Calculating entropy
I was reading something and it mentioned in passing that you can convert from base 10 to base 2 by simply dividing by the base to convert to, and then collecting the remainder digits. So for base 10 to base 2 conversion you simply keep dividing by two and collecting the remainders. I'd never heard of that before, so I had to try it out in code immediately, as it seemed like magic. I spent a few minutes coming up with some code to test it out and yes, it works! I then went off on a bit of a tangent...
It seems like the sort of thing that should be doable in 3 lines or so, but my version is a bit long-winded. It also seems like it should be amenable to recursion too.
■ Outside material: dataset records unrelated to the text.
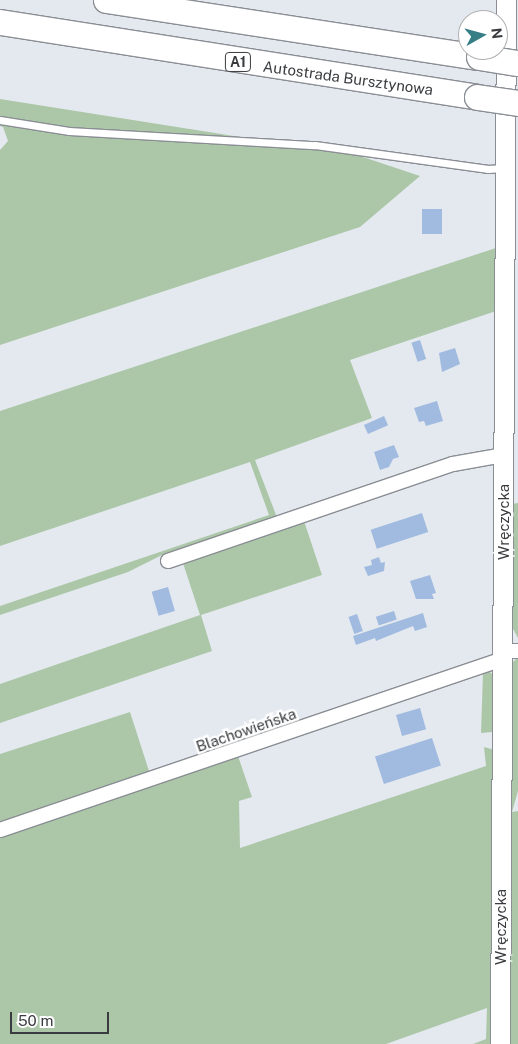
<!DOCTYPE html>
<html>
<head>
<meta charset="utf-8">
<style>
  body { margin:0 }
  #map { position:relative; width:518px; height:1044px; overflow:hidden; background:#e4e9ef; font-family:"Public Sans",sans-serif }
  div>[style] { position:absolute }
  .green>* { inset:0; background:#acc7a8 }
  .building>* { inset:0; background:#a0bbdf; transform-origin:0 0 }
  .roads { filter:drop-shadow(1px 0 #8a8e94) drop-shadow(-1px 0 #8a8e94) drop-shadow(0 1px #8a8e94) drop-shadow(0 -1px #8a8e94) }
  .lane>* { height:7px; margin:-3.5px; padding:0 3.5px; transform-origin:3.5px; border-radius:3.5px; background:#fff }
  .street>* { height:14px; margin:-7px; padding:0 7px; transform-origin:7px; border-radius:7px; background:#fff }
  .secondary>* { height:19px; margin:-9.5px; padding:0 9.5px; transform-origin:9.5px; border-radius:9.5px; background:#fff }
  .highway>* { height:25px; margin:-12.5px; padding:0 12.5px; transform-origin:12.5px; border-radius:12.5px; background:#fff }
  .bridges { filter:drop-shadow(1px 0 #8a8e94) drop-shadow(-1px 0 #8a8e94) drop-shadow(0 1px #8a8e94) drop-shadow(0 -1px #8a8e94) }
  .highway-bridge>* { height:25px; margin:-12.5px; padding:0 12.5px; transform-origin:12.5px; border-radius:12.5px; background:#fff }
  span { translate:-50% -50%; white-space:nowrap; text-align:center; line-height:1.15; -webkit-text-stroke:5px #fff; paint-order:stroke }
  .shield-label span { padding:1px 4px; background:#fff; border:1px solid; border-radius:4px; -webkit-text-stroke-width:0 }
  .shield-label { font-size:14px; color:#393b3e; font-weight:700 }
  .street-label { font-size:15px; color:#393b3e }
  .north { position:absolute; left:458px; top:10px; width:50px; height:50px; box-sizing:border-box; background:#fff; border:1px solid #b0b1b2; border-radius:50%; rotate:83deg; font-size:14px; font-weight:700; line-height:20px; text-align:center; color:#393b3e }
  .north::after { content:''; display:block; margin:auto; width:18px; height:22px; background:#367e86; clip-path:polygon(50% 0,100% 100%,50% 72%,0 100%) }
  .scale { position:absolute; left:10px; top:1012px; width:99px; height:22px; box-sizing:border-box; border:2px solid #393b3e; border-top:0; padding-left:6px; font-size:15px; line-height:18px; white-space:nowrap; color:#393b3e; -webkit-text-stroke:4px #fff; paint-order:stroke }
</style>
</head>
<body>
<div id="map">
  <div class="green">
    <i style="clip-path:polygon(0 99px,360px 156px,420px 176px,360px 227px,0 345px,0 150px,8px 141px,3px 127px,0 126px)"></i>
    <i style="clip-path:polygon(505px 245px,505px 308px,350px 360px,372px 418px,255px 460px,278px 520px,199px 546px,166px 553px,128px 572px,0 615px,0 606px,269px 515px,250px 462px,0 546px,0 411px)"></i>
    <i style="clip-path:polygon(518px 503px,518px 638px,511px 625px,512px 504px)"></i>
    <i style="clip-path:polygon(303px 518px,322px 575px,201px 615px,212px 651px,0 723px,0 684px,200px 615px,182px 560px)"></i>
    <i style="clip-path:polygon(518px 657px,518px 791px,512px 812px,518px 811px,518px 1044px,507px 1044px,511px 664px)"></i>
    <i style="clip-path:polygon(488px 670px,493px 675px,495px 728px,492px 732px,481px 733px,483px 673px)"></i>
    <i style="clip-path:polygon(130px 712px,149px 771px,0 826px,0 754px)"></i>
    <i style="clip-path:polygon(484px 747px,495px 750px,494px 1044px,473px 1044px,486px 1039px,487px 1008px,386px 1044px,0 1044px,0 834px,238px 756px,252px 797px,239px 801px,240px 848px,486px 766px)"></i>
  </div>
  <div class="building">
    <i style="left:422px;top:209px;width:20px;height:25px"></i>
    <i style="left:420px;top:340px;width:20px;height:9px;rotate:72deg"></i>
    <i style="clip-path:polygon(455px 348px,460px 364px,442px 372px,439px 353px)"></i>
    <i style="clip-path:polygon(437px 401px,443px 421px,426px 426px,424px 421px,419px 422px,414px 408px)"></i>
    <i style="left:384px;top:416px;width:10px;height:22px;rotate:66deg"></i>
    <i style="clip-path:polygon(394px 445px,399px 457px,393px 459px,389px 467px,380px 470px,374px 452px)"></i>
    <i style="left:422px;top:513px;width:20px;height:54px;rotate:72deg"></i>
    <i style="clip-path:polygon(379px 557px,381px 563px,385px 562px,384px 571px,368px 576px,364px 567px,372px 565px,371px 560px)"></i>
    <i style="clip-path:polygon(430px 575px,436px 593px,432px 594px,434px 599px,416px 599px,410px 581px)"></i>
    <i style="left:168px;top:587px;width:25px;height:17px;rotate:74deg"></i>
    <i style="left:394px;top:611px;width:9px;height:19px;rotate:72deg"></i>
    <i style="clip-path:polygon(423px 613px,427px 627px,415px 631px,413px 626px,376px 641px,375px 638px,356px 645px,353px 636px)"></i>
    <i style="left:357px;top:614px;width:18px;height:9px;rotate:71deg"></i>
    <i style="left:420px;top:708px;width:22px;height:25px;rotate:74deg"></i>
    <i style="left:432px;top:738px;width:29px;height:60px;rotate:72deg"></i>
  </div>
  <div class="roads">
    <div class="lane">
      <i style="left:0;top:120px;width:70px;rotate:9.1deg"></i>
      <i style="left:69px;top:131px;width:246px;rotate:3.3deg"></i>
      <i style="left:315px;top:145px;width:175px;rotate:7.9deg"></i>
      <i style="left:488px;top:169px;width:16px;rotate:-4deg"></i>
    </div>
    <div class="street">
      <i style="left:168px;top:561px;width:301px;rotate:-18.8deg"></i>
      <i style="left:453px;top:464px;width:52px;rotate:-10deg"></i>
      <i style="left:503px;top:651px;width:15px"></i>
      <i style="left:0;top:830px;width:531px;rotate:-18.78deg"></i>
    </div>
    <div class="secondary">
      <i style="left:500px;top:1044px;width:1044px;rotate:-89.67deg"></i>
    </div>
    <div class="highway">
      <i style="left:106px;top:0;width:377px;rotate:8.7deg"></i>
      <i style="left:0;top:22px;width:483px;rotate:8.9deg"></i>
    </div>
  </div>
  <div class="bridges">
    <div class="highway-bridge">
      <i style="left:479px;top:57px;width:39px;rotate:9deg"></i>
      <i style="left:477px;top:97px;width:41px;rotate:8.3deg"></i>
    </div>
  </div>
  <div class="shield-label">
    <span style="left:238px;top:62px">A1</span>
  </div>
  <div class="street-label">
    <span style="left:348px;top:78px;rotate:8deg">Autostrada Bursztynowa</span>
    <span style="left:504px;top:522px;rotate:-90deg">Wręczycka</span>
    <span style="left:246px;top:730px;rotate:-19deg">Blachowieńska</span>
    <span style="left:501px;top:927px;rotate:-90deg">Wręczycka</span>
  </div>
  <div class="north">N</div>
  <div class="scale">50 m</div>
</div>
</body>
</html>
Anyway, here's some noddy code:
#include <stdio.h>
#include <stdlib.h>
#include <string.h>
// size hardcoded at 8 bits
void to_binary (int *bin_array, unsigned int num)
{
unsigned int base = 2;
unsigned int res, rem;
int i=7;
while (num > 0)
{
res = num / base;
rem = num % base;
bin_array[i] = rem;
i--;
num = res;
}
}
void clear_array (int *array)
{
for (int i = 0; i < 8; i++)
{
array[i] = 0;
}
}
void print_array (int *array)
{
for (int i = 0; i < 8; i++)
{
printf("%d", array[i]);
}
printf("\n");
}
int main (int argc, char **argv)
{
int bin_array[8];
clear_array(bin_array);
to_binary(bin_array, 19);
print_array(bin_array);
return 0;
}
It's then possible to take this silliness a step further and add a little tweak to tell us how many bits are required to code a number. This is the entropy of a number:
#include <stdio.h>
#include <stdlib.h>
#include <string.h>
#define BITS 8
void to_binary (int *bin_array, unsigned int num)
{
unsigned int base = 2;
unsigned int res, rem;
int i=BITS-1;
int entropy_bits = 0;
while (num > 0)
{
res = num / base;
rem = num % base;
bin_array[i] = rem;
i--;
num = res;
entropy_bits++;
}
printf("Entropy Bits: %d\n", entropy_bits);
}
void clear_array (int *array)
{
for (int i = 0; i < BITS; i++)
{
array[i] = 0;
}
}
void print_array (int *array)
{
for (int i = 0; i < BITS; i++)
{
printf("%d", array[i]);
}
printf("\n");
}
int main (int argc, char **argv)
{
int bin_array[BITS];
if (argc == 1)
{
printf("Example usage: to_binary 123\n");
exit(-1);
}
clear_array(bin_array);
to_binary(bin_array, atoi(argv[1]));
print_array(bin_array);
return 0;
}
A few runs of the program are shown here:
bash-3.2$ ./a.out 63
Entropy Bits: 6
00111111
bash-3.2$ ./a.out 244
Entropy Bits: 8
11110100
bash-3.2$ ./a.out 19
Entropy Bits: 5
00010011
bash-3.2$
There is a mathematical formula for calculating entropy. The following code shows this formula in action:
#include<stdio.h>
#include<stdlib.h>
#include<math.h>
int main (int argc, char **argv)
{
if (argc == 1)
{
printf("Example usage: entropy 123\n");
exit(-1);
}
double x = atof(argv[1]);;
double log2x = log10(x)/log10(2);
printf ("entropy: %f\n", log2x);
return 0;
}
You can then compare the output between the two programs:
bash-3.2$ ./to_binary 123
Entropy Bits: 7
bash-3.2$ ./entropy 123
entropy: 6.942515
bash-3.2$
You can see there is a slight mathematical 'glitch'. This can be fixed with the ceil() function, which basically rounds up to the nearest integer:
double log2x = ceil(log10(x)/log10(2));
Ah, but hang on, it looks like the formula might be wrong:
bash-3.2$ ./to_binary 4
Entropy Bits: 3
00000100
bash-3.2$ ./entropy 4
entropy: 2.000000
bash-3.2$
We'll need to look into that a bit more ...
But it can be fixed easily enough like this:
double log2x = ceil(log10(x+1)/log10(2));
So, as per Shannon's law, the entropy of x is log2(x), and you use the formula to work that out.